--- DATA FOR ANALYSIS ---

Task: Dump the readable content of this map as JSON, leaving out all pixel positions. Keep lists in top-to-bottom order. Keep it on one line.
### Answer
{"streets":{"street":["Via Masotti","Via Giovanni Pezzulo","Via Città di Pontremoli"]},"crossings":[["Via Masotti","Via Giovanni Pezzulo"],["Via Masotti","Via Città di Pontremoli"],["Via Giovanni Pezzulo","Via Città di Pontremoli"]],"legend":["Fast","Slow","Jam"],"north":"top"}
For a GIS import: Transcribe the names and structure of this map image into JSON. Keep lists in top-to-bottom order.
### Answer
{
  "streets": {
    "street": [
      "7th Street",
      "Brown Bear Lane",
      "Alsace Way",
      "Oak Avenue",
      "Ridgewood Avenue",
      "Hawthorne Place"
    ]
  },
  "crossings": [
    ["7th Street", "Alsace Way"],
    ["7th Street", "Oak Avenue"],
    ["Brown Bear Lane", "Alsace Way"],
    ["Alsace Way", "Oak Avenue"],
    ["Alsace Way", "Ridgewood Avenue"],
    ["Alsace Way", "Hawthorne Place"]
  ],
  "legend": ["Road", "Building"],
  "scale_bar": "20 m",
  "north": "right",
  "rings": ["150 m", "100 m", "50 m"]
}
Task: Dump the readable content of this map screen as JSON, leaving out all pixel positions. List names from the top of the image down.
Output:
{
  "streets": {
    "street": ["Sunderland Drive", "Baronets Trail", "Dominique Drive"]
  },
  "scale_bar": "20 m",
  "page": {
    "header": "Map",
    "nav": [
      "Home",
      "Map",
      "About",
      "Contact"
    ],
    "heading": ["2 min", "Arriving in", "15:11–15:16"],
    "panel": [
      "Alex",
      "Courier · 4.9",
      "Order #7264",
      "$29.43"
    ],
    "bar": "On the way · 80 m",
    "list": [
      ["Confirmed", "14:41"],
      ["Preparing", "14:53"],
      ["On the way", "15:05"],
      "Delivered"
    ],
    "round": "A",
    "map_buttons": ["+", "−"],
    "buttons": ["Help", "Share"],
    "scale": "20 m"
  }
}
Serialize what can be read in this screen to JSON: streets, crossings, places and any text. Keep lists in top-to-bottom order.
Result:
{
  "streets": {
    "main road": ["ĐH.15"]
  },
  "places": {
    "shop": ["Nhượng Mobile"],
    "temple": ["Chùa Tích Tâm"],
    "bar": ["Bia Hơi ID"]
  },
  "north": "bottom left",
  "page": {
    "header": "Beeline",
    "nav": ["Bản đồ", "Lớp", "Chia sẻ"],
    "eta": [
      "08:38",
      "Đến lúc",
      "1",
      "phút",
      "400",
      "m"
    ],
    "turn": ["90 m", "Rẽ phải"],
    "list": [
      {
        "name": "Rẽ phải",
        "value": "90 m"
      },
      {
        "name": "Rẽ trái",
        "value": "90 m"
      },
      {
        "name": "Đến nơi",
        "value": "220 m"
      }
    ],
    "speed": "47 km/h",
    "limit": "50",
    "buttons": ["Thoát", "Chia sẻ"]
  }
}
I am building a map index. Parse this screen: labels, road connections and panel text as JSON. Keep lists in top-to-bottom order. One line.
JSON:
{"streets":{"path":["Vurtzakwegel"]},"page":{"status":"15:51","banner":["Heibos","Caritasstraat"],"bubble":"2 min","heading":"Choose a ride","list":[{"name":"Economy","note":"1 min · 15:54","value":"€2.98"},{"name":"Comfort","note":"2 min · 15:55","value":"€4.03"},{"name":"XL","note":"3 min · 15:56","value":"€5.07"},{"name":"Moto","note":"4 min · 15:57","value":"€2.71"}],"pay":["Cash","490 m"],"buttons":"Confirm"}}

---

Pull out every line of the entries that includes the word "Task".

Task: Dump the readable content of this map as JSON, leaving out all pixel positions. Keep lists in top-to-bottom order. Keep it on one line.
Task: Dump the readable content of this map screen as JSON, leaving out all pixel positions. List names from the top of the image down.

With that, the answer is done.